The teacher’s response to my observation was that of course reading was important, and that she thought perhaps some articles about Hemingway and some Steinbeck might fire her students’ imaginations.
I admire her ambitions, but my advice is a little different.
If you want to create readers, which is the first step to creating writers, you have to give them something that grabs them – that’s relevant, interesting, and lurid enough to capture the imagination of a 16 or 17 year old boy. Steinbeck ain’t gonna cut it. The immediate response (mine would have been at that age) will likely be, “great, another boring book about shit I don’t care about, written by a guy who was dead before I was born. Groan.”
My advice is different. I’d say get em to read JET. If they aren’t sucked in within the first three pages, wanting to know what happens next, I’d be very surprised. And once they’re in that world, it’s easier to demonstrate the hows and whys of writing – why something works or doesn’t, descriptive techniques that evoke versus fall flat, effective dialogue, etc.
That’s not to say my books should be used as anything but a cautionary tale. Rather, as a gateway to pleasure reading, which is the first step in creating a literate population. If you don’t enjoy reading you won’t do it, and if your school is making you read a bunch of crap you have no interest in, guess what the chances are that you’ll be interested in doing more of it? What are the associations you’ll likely make about reading? What will be your takeaway?
Literacy is important to society because the written word is the primary way knowledge is passed from generation to generation, in the sciences, in the humanities, in virtually every way. A nation of sheep that has no interest nor ability in reading is a nation in decline. Literacy matters. But to convince people that literacy is important it has to be entertaining or they’ll tune out. People that don’t read, don’t read because they never learned the pleasure of reading, and view it as something unpleasant. That’s my theory, anyway.
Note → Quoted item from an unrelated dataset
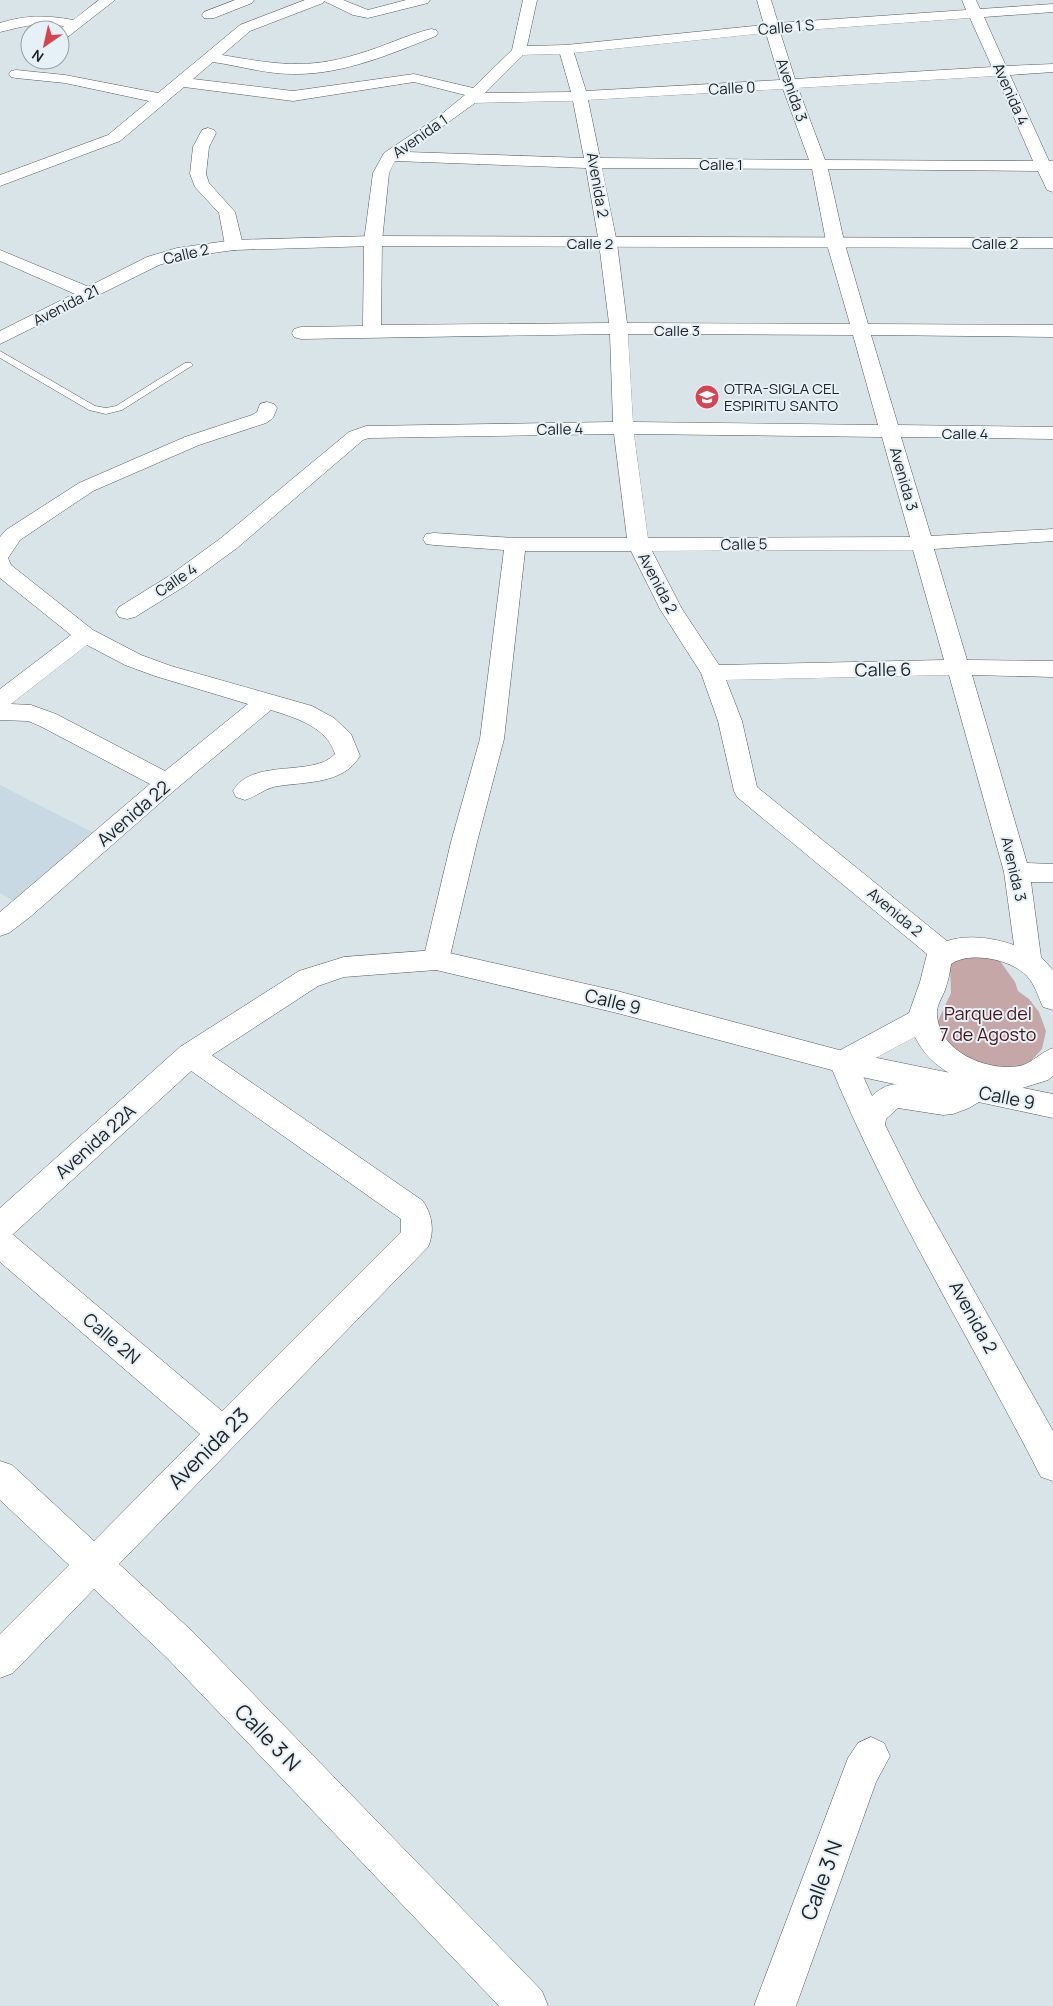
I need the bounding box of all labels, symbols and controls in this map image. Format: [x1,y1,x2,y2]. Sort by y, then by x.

So that’s my advice: buy my crap, see if the lads like it, and use it like a gateway drug. Get them into reading and then move them up to the harder stuff. Try to start them off with work that has “literary merit” and you’ll lose more than you’ll gain. I know that’s not very PC, where knowledge should be its own reward, but I have no philosophical axe to grind, and I don’t particularly care about having kids read only “meritorious” work. If they’re reading, whatever it is, that’s good.
As a civilization it’s not a good thing to have a populace that can’t or won’t read. I mean, if what you want are voters who don’t understand any issues beyond what they see on Twitter or on TV it’s perfect, but if you want a population that can actually reason and appreciate nuance, forget about it. I personally believe that’s been part of the great social engineering experiment that’s been going on in the U.S. for years – the dumbing down of society, resulting in adults with the reasoning abilities of children – the perfect consumer society, but not one that’s going to result in positive social change, much less revolutionary ideas.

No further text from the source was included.